Stored items:
*****
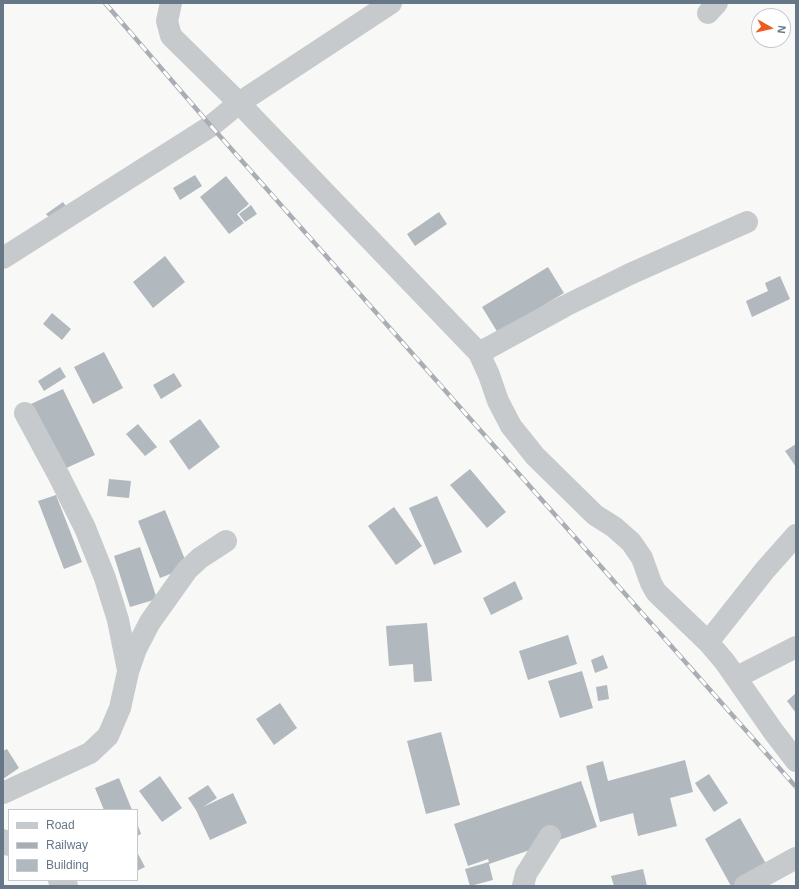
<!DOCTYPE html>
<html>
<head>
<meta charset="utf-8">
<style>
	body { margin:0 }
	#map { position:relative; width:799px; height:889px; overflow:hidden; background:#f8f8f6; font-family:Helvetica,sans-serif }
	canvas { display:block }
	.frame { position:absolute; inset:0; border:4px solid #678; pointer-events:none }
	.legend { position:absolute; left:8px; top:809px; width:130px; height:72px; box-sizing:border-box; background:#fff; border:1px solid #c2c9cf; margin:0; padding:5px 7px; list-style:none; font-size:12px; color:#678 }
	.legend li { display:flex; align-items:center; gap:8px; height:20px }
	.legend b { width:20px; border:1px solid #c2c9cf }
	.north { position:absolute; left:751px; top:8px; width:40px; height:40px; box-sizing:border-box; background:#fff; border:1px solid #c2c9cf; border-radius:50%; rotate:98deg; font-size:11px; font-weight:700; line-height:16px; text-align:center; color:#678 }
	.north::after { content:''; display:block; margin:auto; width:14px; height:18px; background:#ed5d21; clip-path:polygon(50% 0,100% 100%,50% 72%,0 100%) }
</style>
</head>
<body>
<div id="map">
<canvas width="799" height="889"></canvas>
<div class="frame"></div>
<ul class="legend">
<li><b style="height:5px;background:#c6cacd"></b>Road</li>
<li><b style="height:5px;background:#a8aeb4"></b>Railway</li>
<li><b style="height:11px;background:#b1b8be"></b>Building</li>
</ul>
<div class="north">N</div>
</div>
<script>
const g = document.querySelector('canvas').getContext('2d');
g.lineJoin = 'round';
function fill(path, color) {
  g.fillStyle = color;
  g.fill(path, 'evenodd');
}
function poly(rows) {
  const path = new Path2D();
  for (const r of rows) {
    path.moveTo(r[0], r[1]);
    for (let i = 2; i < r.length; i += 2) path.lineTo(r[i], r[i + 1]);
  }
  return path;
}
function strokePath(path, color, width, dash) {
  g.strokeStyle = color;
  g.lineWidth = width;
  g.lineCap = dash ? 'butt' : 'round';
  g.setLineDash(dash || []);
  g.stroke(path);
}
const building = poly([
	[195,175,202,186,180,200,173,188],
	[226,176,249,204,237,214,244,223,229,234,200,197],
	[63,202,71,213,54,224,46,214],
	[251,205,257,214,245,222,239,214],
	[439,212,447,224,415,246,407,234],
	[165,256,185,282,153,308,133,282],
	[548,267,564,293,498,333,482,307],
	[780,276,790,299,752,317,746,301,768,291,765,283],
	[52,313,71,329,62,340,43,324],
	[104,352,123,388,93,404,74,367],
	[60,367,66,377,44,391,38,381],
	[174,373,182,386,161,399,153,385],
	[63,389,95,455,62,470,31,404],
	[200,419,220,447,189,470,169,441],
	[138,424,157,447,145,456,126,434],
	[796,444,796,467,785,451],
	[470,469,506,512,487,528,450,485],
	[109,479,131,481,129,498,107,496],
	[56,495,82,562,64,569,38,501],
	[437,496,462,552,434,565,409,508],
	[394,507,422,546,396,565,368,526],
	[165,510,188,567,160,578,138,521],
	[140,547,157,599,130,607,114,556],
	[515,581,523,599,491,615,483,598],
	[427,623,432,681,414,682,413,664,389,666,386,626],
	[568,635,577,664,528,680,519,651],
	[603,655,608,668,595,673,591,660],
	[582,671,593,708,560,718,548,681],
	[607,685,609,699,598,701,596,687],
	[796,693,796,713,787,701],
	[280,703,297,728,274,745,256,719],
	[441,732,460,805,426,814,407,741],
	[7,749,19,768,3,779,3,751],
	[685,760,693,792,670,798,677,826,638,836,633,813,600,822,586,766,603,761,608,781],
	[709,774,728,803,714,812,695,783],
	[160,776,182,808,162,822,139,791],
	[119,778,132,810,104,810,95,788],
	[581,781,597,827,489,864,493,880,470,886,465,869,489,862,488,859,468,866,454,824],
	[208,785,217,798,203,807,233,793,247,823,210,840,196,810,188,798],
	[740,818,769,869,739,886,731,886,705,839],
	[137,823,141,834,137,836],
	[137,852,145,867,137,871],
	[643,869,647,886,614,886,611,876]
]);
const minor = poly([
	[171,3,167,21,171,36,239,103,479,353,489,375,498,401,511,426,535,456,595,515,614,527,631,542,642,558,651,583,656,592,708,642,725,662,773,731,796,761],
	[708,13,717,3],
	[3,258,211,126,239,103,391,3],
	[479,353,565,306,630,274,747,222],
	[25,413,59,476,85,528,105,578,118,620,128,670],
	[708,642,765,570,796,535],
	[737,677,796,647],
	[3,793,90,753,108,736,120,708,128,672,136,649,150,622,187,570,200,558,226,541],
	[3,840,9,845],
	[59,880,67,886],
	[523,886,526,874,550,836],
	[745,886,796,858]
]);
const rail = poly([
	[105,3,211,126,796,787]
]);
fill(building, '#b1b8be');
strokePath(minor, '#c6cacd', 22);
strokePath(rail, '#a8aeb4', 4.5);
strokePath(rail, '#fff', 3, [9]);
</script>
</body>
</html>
*****
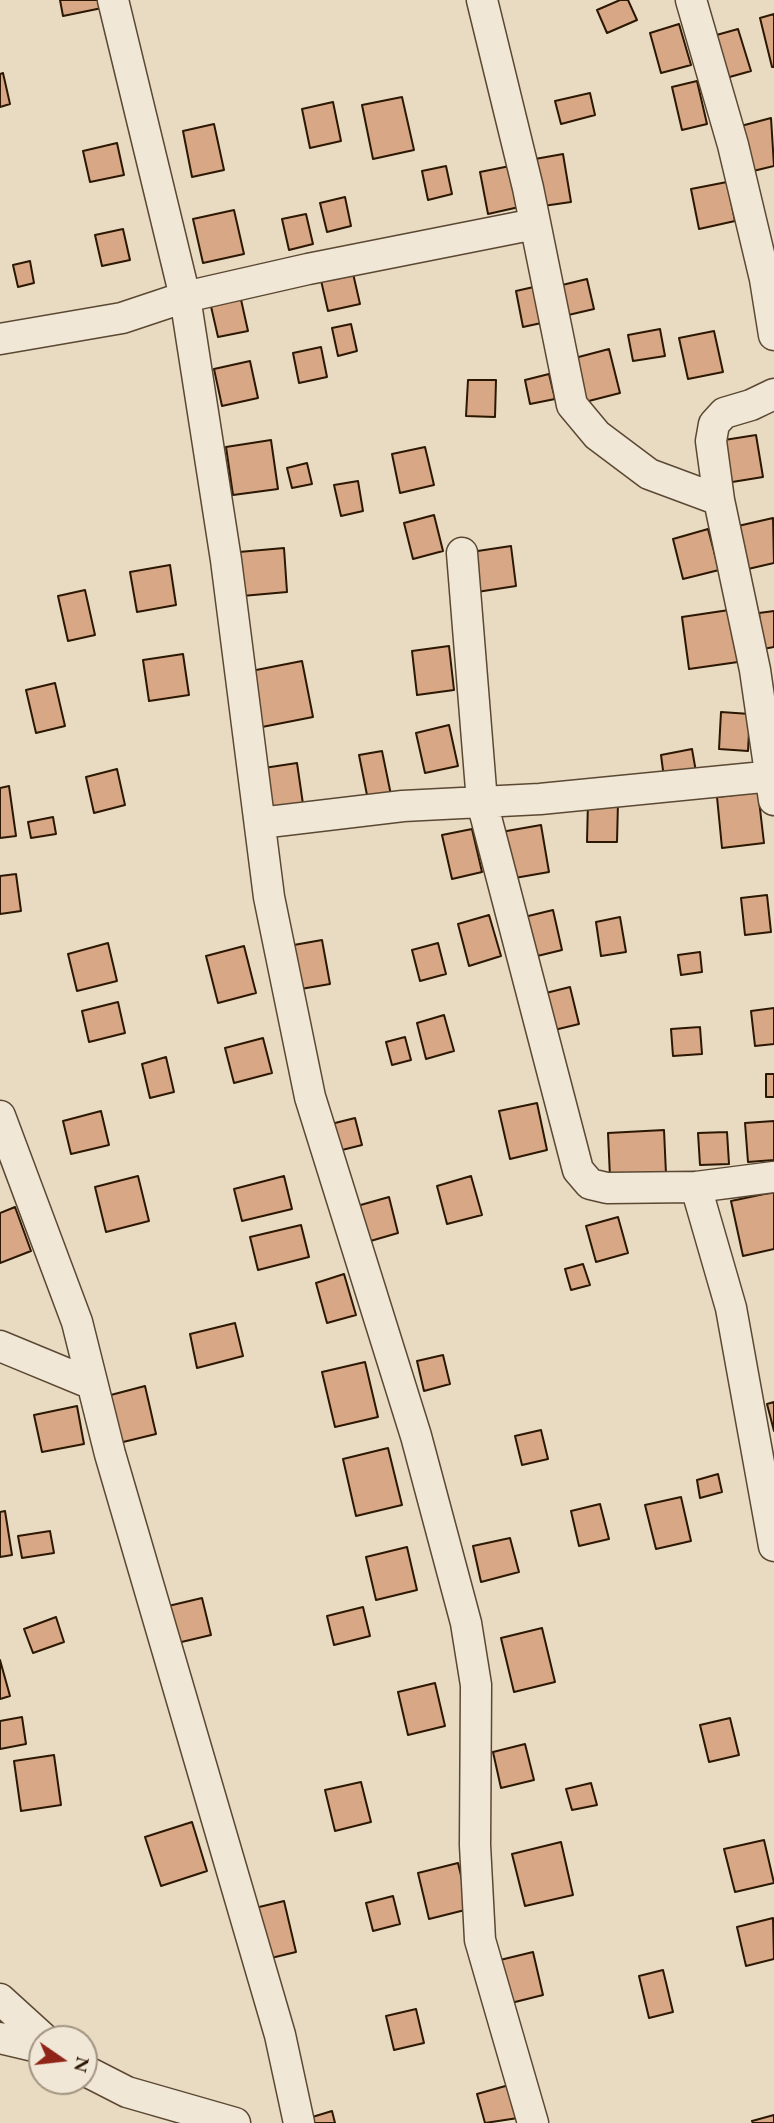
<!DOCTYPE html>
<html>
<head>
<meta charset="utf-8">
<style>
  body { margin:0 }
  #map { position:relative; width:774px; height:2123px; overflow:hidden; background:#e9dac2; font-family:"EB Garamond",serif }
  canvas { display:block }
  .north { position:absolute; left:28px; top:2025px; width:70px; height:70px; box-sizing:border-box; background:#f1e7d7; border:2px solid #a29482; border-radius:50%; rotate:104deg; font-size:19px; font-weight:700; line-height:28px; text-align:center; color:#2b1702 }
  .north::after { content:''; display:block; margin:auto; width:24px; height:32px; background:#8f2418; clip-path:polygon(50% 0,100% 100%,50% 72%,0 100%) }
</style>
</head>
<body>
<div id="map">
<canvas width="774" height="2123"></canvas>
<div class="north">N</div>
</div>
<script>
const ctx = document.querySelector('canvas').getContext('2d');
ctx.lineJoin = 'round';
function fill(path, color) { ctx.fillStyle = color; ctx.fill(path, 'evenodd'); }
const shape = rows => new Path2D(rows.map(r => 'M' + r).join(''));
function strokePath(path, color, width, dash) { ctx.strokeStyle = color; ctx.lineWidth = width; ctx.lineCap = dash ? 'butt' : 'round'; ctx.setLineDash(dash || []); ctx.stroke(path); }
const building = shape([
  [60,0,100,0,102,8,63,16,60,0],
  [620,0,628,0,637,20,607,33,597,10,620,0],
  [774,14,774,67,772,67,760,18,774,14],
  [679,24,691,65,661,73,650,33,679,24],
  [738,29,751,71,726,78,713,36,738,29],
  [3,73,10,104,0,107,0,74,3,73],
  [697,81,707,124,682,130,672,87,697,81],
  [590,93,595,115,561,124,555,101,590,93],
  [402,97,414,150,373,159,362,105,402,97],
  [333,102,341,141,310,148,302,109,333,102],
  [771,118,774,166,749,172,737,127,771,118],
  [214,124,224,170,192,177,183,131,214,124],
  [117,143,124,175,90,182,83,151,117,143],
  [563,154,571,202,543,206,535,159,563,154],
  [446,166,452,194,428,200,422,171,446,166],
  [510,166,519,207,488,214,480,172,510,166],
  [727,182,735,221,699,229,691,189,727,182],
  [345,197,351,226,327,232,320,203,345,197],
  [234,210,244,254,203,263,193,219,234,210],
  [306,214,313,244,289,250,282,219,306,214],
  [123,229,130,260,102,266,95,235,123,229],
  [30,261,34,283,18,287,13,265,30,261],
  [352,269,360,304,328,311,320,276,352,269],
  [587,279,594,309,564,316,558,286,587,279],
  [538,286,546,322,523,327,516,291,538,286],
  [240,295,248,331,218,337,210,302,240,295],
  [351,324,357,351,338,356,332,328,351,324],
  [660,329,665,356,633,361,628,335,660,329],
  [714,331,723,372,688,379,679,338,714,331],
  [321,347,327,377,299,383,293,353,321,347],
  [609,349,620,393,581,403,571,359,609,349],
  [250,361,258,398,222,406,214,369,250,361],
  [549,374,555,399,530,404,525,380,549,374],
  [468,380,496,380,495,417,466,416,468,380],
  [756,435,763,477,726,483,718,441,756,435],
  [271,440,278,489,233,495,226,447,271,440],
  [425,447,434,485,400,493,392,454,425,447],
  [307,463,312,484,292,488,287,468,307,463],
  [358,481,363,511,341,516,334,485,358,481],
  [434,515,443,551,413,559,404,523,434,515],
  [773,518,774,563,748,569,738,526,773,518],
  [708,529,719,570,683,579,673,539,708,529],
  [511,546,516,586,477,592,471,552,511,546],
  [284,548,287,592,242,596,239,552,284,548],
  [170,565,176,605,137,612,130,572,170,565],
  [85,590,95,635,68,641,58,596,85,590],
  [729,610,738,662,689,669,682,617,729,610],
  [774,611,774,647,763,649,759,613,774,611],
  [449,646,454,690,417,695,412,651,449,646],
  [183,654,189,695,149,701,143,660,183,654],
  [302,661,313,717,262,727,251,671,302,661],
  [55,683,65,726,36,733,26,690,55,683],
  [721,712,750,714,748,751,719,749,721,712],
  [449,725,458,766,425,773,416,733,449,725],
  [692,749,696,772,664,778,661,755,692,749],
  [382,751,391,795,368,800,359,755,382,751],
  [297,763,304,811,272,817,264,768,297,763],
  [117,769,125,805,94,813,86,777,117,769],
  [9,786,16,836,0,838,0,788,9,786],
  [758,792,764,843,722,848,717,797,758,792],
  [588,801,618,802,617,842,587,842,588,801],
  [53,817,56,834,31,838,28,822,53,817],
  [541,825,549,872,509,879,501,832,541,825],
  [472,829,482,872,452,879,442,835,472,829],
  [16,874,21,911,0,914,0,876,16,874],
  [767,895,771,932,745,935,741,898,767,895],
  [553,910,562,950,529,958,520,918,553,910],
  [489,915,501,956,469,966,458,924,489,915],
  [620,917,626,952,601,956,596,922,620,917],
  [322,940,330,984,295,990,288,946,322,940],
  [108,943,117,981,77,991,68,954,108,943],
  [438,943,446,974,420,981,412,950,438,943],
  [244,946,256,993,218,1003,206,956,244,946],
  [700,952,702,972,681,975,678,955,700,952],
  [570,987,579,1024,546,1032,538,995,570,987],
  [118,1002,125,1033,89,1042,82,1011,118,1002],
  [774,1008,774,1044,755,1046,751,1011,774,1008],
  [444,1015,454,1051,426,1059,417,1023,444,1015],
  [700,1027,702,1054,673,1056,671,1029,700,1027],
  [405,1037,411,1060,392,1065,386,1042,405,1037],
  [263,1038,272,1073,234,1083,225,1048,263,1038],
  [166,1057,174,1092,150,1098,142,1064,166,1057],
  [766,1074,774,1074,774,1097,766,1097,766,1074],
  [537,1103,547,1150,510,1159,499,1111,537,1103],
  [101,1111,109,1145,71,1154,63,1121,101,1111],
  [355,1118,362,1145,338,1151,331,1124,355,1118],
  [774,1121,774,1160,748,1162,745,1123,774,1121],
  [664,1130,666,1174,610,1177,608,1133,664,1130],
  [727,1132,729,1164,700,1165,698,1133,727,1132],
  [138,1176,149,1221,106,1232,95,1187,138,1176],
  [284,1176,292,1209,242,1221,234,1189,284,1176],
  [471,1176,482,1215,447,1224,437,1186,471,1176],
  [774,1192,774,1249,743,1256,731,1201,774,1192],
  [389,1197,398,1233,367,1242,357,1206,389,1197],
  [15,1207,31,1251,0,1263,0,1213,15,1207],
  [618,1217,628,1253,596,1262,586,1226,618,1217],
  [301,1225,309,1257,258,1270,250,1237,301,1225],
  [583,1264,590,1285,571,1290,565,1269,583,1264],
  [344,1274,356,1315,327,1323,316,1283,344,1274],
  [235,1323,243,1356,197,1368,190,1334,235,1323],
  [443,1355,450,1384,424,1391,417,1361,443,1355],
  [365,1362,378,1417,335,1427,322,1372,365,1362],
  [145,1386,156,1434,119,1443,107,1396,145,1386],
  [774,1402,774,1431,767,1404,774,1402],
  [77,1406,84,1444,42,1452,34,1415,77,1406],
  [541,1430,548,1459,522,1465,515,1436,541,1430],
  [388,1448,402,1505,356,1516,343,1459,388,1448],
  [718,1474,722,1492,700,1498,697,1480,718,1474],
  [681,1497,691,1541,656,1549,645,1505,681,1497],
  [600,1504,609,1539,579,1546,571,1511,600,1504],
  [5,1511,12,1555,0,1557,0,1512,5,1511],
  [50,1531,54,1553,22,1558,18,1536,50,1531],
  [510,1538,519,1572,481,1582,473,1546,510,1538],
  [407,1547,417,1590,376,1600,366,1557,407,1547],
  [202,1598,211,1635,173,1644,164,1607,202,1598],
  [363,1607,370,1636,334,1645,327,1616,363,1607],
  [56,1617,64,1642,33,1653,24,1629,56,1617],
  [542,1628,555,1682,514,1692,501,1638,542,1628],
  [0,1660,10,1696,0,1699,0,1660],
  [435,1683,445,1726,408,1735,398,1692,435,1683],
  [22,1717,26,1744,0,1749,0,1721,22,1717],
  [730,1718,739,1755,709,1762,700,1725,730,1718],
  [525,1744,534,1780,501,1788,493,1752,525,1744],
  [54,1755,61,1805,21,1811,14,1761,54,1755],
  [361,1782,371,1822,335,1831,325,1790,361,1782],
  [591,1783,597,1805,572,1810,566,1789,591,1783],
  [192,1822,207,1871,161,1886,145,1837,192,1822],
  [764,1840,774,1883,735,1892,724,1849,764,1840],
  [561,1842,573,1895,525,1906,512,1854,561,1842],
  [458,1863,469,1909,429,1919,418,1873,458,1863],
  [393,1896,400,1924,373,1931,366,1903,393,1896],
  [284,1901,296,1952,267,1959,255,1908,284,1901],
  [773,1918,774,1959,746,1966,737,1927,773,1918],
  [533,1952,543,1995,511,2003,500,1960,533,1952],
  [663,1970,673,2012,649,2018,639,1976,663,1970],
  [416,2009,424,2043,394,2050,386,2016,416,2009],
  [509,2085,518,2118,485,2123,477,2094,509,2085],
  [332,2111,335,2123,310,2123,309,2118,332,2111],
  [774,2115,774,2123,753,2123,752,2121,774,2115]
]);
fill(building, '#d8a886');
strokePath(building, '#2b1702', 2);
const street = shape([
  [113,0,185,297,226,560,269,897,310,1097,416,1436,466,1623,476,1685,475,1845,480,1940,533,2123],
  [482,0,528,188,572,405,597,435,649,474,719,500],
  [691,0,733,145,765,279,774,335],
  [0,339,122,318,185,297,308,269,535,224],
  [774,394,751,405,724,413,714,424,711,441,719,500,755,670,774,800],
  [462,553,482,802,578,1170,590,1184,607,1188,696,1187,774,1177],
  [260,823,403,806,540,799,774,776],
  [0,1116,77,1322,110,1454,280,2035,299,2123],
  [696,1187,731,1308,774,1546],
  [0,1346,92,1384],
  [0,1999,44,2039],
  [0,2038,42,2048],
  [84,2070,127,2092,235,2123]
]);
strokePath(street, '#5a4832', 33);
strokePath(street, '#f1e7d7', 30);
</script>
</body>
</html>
*****
What you are asked to do:
Extract each line holding the word "lineJoin" from the records.

Problem solution:
g.lineJoin = 'round';
ctx.lineJoin = 'round';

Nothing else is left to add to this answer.